**WHAT IS NEEDED:**
Your answer should be every line of the records that contains the word "bottom", copied as it stands.

★ ★ ★ ★

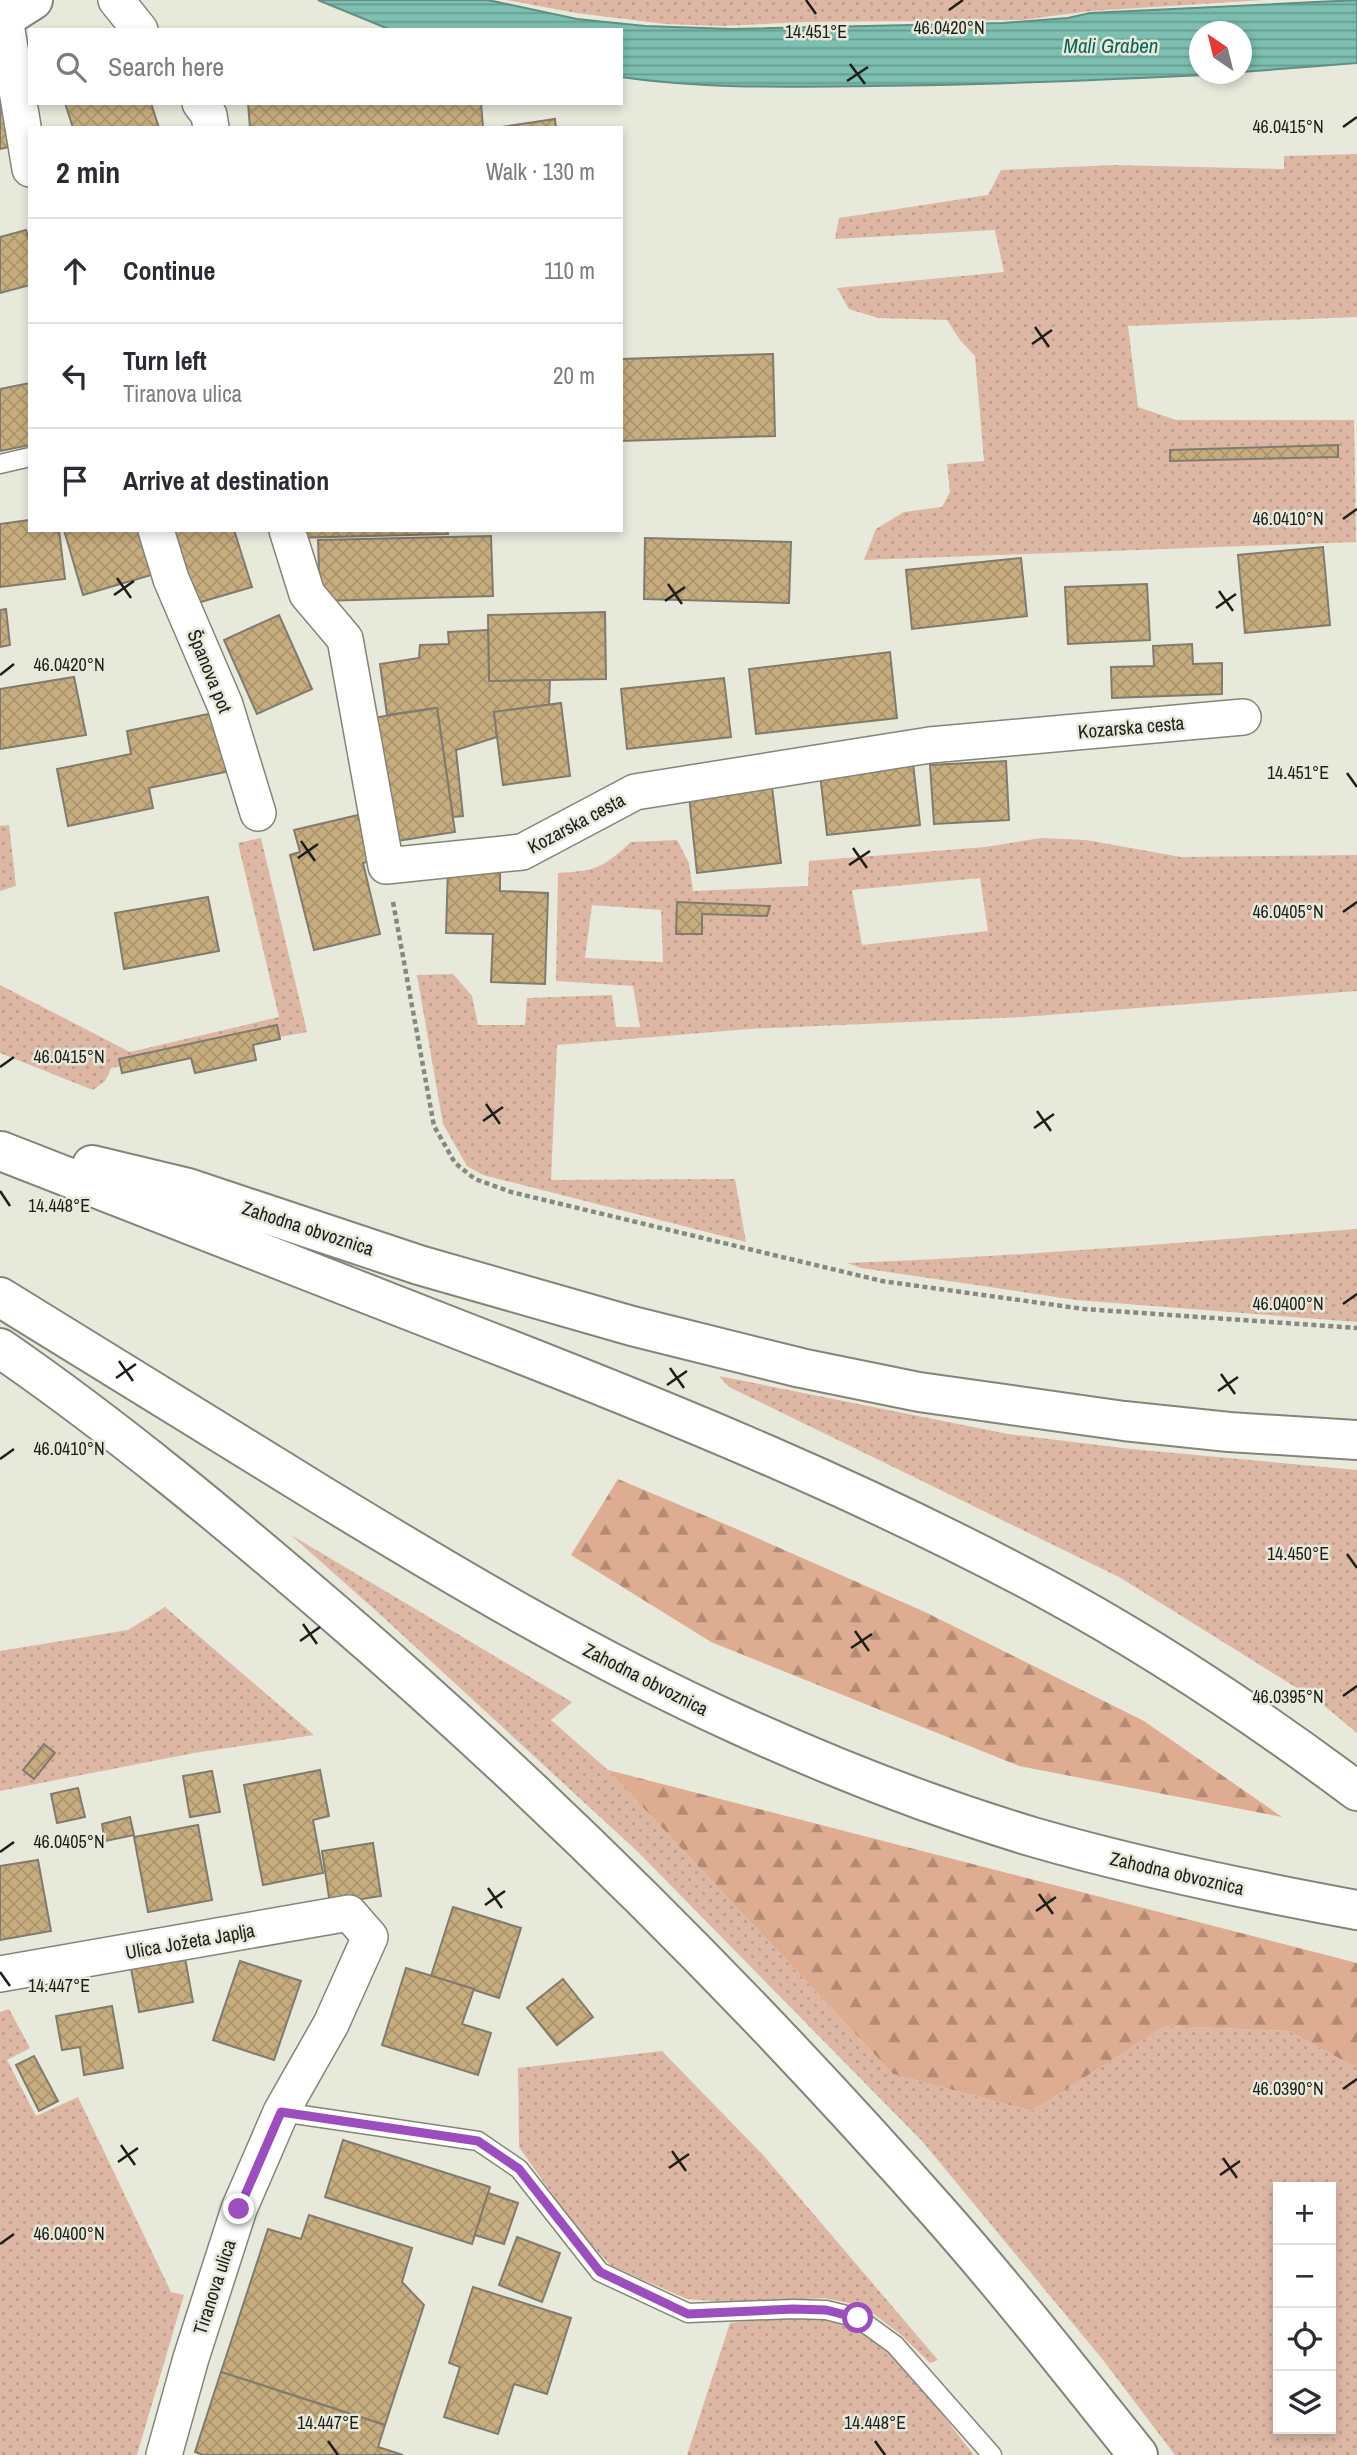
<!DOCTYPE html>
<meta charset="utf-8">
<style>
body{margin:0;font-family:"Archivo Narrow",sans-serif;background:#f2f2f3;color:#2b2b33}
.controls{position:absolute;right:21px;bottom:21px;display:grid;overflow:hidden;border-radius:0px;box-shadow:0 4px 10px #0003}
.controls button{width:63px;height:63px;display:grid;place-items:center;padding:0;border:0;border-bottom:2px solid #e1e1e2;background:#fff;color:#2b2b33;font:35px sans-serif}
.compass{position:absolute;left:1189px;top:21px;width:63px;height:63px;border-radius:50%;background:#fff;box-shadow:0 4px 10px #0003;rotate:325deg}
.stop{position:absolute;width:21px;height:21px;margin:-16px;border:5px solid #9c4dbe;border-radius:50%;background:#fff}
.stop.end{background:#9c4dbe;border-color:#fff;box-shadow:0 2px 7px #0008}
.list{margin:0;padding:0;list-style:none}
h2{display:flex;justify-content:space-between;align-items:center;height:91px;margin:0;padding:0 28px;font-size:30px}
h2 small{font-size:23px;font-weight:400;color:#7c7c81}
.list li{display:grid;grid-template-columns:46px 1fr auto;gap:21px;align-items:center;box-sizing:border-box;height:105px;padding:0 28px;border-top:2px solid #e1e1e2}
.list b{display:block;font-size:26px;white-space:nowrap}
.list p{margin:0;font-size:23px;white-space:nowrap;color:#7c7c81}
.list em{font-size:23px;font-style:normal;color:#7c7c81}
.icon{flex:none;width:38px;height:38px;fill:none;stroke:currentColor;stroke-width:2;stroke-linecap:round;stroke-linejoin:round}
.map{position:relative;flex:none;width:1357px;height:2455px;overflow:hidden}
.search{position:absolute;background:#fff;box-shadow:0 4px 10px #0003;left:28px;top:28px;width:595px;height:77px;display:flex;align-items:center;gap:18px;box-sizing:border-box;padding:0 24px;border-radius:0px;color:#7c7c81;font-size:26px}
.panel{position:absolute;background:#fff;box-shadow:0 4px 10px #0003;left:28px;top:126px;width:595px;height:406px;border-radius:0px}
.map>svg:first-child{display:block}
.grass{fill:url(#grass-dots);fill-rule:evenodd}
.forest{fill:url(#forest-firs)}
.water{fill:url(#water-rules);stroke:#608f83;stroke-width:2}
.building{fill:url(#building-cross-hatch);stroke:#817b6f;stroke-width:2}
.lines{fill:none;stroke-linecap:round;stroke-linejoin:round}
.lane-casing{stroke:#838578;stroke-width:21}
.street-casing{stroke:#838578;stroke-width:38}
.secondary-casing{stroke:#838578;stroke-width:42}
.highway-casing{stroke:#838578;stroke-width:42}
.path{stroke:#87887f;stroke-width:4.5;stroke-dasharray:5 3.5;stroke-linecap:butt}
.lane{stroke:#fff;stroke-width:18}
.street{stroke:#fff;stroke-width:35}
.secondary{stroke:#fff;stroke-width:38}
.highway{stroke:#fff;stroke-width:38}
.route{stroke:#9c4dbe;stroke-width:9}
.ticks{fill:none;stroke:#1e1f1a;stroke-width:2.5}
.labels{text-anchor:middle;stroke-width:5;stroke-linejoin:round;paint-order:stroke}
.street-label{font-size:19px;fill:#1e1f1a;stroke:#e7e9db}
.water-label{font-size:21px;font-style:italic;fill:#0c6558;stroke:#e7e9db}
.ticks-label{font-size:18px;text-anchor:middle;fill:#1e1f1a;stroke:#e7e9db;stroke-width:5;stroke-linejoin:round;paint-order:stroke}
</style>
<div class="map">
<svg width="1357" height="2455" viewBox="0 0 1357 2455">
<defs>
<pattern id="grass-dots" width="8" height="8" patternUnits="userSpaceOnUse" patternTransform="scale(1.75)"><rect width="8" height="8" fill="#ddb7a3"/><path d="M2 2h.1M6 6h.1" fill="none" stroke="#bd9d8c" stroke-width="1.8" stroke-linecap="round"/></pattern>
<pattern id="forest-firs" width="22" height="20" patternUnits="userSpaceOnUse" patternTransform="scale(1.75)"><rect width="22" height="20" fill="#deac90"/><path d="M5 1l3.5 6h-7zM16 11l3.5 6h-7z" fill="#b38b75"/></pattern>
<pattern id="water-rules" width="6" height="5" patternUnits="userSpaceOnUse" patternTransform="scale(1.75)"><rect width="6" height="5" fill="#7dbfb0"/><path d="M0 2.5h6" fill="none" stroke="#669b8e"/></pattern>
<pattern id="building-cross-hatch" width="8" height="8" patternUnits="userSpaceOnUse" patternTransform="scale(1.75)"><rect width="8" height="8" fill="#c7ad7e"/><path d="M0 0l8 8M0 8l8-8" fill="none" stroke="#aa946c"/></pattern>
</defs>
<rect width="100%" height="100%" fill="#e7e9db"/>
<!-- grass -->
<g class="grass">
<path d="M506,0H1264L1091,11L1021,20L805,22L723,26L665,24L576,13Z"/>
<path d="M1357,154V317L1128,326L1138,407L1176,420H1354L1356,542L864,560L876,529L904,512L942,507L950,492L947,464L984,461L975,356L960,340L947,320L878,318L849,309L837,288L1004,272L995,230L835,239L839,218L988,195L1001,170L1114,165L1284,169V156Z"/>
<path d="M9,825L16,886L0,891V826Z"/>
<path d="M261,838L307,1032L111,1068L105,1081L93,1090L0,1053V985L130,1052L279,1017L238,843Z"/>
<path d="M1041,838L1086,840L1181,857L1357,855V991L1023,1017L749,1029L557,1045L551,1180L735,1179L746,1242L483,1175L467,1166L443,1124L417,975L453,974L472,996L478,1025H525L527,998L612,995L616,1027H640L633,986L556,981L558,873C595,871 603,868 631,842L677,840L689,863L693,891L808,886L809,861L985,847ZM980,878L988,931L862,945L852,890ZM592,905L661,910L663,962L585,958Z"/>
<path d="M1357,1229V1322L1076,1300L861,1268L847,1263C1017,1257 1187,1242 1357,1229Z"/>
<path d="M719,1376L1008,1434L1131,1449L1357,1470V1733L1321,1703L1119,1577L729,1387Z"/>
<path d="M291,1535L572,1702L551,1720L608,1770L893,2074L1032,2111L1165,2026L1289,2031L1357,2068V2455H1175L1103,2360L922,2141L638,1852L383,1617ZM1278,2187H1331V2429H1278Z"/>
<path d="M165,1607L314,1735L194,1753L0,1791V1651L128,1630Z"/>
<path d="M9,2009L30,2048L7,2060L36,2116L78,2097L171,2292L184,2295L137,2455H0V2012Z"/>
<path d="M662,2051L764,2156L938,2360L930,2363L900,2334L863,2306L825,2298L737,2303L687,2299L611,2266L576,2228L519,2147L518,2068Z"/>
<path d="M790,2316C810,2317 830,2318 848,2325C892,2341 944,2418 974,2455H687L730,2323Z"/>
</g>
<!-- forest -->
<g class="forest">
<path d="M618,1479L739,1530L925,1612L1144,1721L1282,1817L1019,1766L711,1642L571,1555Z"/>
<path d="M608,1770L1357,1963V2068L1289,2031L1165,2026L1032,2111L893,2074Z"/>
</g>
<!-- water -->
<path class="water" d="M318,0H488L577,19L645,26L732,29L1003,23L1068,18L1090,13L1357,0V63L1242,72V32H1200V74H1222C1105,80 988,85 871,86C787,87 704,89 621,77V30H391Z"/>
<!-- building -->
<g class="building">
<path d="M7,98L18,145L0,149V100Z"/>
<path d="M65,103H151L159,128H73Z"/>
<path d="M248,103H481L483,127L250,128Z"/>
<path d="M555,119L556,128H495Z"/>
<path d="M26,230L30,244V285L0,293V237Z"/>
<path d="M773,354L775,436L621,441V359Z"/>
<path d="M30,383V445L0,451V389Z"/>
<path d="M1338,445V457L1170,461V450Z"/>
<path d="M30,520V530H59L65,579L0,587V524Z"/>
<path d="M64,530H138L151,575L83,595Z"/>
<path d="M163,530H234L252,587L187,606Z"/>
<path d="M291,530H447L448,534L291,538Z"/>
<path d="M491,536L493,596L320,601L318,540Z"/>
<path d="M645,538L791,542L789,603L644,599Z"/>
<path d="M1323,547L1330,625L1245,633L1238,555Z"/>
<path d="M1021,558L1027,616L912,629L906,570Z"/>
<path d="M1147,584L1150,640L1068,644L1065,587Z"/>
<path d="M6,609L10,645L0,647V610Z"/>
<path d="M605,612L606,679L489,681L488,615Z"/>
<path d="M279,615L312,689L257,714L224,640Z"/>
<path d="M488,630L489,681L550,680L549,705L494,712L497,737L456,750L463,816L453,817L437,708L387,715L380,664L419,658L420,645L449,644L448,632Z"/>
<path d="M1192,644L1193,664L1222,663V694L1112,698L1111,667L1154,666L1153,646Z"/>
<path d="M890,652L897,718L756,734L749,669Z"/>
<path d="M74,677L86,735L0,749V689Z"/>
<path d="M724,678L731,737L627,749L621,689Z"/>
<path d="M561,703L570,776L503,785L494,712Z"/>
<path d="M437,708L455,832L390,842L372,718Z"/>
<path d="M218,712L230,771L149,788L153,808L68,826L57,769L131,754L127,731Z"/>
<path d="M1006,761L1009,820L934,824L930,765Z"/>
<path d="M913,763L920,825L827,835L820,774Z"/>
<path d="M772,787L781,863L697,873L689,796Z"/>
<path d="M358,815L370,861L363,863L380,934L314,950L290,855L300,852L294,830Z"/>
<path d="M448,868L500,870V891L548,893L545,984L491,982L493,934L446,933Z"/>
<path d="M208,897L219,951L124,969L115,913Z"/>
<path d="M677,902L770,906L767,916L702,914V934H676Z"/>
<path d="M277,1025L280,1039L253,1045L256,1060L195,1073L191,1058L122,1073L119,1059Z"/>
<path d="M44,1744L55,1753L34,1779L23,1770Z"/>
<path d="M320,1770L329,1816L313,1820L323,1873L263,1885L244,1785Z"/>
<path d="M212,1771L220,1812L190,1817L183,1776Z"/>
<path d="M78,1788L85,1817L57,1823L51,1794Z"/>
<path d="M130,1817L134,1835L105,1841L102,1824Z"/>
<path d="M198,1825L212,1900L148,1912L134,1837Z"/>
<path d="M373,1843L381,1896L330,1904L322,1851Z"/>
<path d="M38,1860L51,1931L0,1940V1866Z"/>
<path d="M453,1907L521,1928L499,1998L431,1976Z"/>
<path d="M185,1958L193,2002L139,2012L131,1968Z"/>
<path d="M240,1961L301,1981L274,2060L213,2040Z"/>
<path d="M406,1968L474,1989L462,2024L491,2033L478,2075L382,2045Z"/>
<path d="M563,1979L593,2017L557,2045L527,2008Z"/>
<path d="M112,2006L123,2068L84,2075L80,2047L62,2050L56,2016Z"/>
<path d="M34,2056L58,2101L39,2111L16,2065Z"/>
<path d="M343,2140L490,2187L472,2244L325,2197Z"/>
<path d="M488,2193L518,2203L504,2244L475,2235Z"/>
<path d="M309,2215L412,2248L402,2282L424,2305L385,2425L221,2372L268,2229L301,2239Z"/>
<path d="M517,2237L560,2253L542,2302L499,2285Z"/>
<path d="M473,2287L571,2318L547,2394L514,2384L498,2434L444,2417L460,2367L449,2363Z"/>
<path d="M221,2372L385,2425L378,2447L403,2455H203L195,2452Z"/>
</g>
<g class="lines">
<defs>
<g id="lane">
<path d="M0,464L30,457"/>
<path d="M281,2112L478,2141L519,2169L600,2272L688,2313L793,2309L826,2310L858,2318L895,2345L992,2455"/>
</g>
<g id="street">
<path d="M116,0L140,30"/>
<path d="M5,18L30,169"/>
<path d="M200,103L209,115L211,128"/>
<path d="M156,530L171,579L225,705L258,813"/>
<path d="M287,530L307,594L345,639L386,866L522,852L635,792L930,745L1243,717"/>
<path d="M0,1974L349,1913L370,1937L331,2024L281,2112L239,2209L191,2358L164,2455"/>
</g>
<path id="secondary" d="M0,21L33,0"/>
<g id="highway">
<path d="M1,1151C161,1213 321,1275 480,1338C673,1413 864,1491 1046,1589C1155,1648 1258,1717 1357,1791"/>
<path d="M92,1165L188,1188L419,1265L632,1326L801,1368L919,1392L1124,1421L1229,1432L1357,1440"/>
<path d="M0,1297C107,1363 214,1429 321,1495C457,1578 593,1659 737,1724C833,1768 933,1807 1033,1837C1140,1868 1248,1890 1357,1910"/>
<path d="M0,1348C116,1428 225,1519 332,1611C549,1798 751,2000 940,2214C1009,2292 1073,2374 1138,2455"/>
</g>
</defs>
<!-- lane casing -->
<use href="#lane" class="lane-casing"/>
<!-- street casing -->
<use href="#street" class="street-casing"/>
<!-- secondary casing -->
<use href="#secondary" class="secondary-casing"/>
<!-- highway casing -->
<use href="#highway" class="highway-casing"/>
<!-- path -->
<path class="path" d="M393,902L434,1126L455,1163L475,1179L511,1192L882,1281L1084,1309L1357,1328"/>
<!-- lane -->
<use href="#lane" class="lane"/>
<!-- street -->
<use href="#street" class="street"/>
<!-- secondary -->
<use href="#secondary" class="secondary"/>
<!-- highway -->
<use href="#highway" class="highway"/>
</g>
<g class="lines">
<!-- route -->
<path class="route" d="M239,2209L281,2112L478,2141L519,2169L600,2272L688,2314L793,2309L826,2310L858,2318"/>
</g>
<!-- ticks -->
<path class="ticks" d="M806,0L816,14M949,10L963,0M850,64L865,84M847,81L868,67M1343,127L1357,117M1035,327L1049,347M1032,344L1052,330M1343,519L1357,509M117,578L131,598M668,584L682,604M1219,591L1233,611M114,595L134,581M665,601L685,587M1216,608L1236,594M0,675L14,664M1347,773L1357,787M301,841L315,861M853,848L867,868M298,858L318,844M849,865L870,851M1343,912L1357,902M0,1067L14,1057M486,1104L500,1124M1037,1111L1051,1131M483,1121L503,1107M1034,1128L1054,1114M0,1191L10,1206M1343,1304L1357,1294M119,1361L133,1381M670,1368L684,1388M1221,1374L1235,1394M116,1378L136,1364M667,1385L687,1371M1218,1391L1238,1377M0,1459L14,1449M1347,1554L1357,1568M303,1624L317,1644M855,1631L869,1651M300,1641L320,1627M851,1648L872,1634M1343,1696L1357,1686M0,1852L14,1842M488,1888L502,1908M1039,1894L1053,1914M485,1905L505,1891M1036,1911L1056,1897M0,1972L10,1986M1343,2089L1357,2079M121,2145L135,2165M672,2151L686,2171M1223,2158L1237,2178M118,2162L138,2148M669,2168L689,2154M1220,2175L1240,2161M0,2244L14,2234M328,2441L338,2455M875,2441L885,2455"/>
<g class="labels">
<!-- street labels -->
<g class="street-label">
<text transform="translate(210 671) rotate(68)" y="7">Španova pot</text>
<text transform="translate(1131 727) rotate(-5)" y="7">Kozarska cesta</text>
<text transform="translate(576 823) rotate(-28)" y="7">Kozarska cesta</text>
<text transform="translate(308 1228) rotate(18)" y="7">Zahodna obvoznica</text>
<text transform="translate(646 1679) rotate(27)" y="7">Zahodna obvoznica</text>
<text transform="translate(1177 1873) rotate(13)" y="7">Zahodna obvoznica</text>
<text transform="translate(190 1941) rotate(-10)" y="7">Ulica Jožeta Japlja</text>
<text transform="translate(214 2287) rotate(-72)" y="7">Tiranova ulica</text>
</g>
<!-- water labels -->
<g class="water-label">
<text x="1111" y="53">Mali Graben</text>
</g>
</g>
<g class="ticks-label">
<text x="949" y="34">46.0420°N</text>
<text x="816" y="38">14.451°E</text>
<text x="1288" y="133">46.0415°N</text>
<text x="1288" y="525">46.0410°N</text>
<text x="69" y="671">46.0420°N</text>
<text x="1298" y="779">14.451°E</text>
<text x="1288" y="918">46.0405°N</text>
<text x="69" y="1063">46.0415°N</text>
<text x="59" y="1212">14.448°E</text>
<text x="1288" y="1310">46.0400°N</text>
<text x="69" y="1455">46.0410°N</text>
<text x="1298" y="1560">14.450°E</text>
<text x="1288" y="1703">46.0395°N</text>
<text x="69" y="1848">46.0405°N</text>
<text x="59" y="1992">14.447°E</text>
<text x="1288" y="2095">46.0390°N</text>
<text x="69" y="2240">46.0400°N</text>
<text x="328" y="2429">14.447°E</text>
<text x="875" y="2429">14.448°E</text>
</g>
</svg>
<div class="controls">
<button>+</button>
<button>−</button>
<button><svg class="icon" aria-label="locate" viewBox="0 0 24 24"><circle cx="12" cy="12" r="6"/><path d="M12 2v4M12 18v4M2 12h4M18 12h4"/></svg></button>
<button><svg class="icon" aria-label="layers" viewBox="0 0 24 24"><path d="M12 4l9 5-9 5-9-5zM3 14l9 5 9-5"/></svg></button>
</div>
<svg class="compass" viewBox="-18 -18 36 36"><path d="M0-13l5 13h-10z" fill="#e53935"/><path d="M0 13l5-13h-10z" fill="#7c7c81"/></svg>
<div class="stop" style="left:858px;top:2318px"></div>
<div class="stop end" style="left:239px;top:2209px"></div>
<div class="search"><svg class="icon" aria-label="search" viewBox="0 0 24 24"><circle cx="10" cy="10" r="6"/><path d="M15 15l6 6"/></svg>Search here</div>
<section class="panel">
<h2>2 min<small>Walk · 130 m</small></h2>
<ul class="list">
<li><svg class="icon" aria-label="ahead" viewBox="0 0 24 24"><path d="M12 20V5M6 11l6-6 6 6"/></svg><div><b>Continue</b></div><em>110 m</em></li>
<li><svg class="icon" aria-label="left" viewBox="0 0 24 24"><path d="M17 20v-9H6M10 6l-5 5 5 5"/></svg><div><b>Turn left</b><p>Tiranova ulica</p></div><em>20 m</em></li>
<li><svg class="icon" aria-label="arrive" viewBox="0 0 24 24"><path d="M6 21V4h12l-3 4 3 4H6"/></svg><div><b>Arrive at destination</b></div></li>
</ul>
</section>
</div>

★ ★ ★ ★

**PROBLEM SOLUTION:**
.controls{position:absolute;right:21px;bottom:21px;display:grid;overflow:hidden;border-radius:0px;box-shadow:0 4px 10px #0003}
.controls button{width:63px;height:63px;display:grid;place-items:center;padding:0;border:0;border-bottom:2px solid #e1e1e2;background:#fff;color:#2b2b33;font:35px sans-serif}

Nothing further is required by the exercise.